Eight Months with a Hackintosh Netbook - thomas
http://www.wired.com/gadgetlab/2009/05/eight-months-with-a-hackintosh-netbook-conclusion-fantastic/

======
rufo
I have a Dell Mini 9 I've hacked to run OS X. It's not going to replace my
MacBook Pro anytime soon, but it's the perfect kick-around town/living room
computer.

The install, while not yet one-click, is fairly simple to do and works with a
standard Leopard DVD. I've certainly gone through worse Linux installs. And
when you're done, it might as well _be_ a Mac - Airport, webcam, Quartz
Extreme/Core Image, scrolling touchpad, even the special function keys work.
Hell, the thing wakes faster than my MBP, too, and does the same creepy
pulsating-sleep-light as well.

The only downside with the Mini 9 specifically is the bizarre keyboard -
there's a really thick border around the edges , which cramps the keyboard and
forces it to use odd-sized keys, pack them too close together, and arrange
them with apparently little thought - keys like the apostrophe/quotation mark
are down by the left arrow key.

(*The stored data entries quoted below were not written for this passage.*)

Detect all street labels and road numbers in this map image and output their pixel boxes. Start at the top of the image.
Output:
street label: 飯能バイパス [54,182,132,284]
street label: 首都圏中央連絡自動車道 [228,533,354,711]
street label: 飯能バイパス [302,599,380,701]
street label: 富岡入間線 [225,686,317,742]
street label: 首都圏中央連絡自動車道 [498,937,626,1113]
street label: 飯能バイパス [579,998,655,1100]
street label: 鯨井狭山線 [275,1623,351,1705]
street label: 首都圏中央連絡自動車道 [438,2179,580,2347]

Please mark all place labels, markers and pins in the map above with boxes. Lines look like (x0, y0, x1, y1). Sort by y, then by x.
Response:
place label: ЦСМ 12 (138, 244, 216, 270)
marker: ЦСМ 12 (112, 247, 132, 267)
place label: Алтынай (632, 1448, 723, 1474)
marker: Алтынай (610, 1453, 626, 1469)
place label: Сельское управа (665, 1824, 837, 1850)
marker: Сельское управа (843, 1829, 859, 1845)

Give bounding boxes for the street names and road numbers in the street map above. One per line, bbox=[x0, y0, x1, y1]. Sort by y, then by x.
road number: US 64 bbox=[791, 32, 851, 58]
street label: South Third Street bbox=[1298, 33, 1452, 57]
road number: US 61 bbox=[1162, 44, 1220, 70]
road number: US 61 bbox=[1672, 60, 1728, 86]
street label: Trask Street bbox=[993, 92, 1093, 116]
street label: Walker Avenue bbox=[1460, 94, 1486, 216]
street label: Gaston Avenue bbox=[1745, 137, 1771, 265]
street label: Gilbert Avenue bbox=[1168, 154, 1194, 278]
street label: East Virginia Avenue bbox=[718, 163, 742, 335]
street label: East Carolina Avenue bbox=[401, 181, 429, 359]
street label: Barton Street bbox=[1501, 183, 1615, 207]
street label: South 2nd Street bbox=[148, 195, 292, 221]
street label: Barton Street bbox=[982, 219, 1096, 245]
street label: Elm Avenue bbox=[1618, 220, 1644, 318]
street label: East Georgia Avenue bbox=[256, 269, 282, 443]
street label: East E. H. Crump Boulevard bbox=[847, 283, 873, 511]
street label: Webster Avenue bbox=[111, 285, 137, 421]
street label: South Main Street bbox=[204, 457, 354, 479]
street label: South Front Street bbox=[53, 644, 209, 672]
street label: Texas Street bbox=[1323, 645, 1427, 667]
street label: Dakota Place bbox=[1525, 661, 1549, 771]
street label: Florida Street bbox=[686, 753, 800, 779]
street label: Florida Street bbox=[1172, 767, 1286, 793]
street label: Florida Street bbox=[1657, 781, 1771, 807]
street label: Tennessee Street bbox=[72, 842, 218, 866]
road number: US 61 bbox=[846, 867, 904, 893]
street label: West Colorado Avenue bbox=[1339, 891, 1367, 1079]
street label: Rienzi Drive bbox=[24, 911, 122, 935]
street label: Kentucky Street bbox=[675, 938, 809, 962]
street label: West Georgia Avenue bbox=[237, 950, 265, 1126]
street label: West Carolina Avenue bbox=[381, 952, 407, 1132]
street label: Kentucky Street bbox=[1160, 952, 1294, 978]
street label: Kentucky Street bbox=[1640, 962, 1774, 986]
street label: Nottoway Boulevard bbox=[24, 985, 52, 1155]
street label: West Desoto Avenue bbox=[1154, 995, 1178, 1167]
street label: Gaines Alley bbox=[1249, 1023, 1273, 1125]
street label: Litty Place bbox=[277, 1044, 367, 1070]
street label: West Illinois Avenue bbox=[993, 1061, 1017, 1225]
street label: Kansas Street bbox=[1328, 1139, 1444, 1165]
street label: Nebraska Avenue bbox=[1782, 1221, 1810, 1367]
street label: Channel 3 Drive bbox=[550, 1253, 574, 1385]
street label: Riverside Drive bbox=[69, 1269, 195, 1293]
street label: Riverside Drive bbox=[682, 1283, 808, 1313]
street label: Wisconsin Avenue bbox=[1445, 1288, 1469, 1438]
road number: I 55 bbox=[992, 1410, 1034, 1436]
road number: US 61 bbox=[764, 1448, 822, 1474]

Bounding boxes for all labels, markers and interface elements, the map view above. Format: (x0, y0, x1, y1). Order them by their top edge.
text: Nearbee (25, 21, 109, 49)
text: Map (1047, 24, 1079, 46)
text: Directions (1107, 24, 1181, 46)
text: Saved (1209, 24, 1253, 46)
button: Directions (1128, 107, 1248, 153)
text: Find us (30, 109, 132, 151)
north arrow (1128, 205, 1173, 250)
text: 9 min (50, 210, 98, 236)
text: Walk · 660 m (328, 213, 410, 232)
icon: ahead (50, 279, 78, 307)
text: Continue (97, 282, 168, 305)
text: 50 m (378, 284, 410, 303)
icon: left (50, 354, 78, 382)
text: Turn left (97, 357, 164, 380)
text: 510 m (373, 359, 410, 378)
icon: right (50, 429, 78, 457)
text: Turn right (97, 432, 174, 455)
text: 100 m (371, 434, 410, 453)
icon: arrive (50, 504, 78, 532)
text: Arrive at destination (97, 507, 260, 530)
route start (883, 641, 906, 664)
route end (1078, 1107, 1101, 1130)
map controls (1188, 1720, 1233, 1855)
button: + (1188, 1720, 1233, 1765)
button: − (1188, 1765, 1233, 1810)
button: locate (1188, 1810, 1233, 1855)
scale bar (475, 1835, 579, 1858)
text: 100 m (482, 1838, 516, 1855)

You can get used to it, but if you want to run
a Terminal session you're going to swear a lot.

Some of the other netbooks do have better keyboards, but none of them have the
near-100% compatibility with OS X the Dell has - there's always at least one
piece of hardware that's non-functional.

Overall, I'm really impressed. I'd heard OS X was easy to install and runs
well, but it was still fairly mind-blowing to actually see it run as well as
it does. If the netbook concept intrigues, a Dell Mini 9 running OS X seems to
be as good a choice as any. (Excepting that damn keyboard.)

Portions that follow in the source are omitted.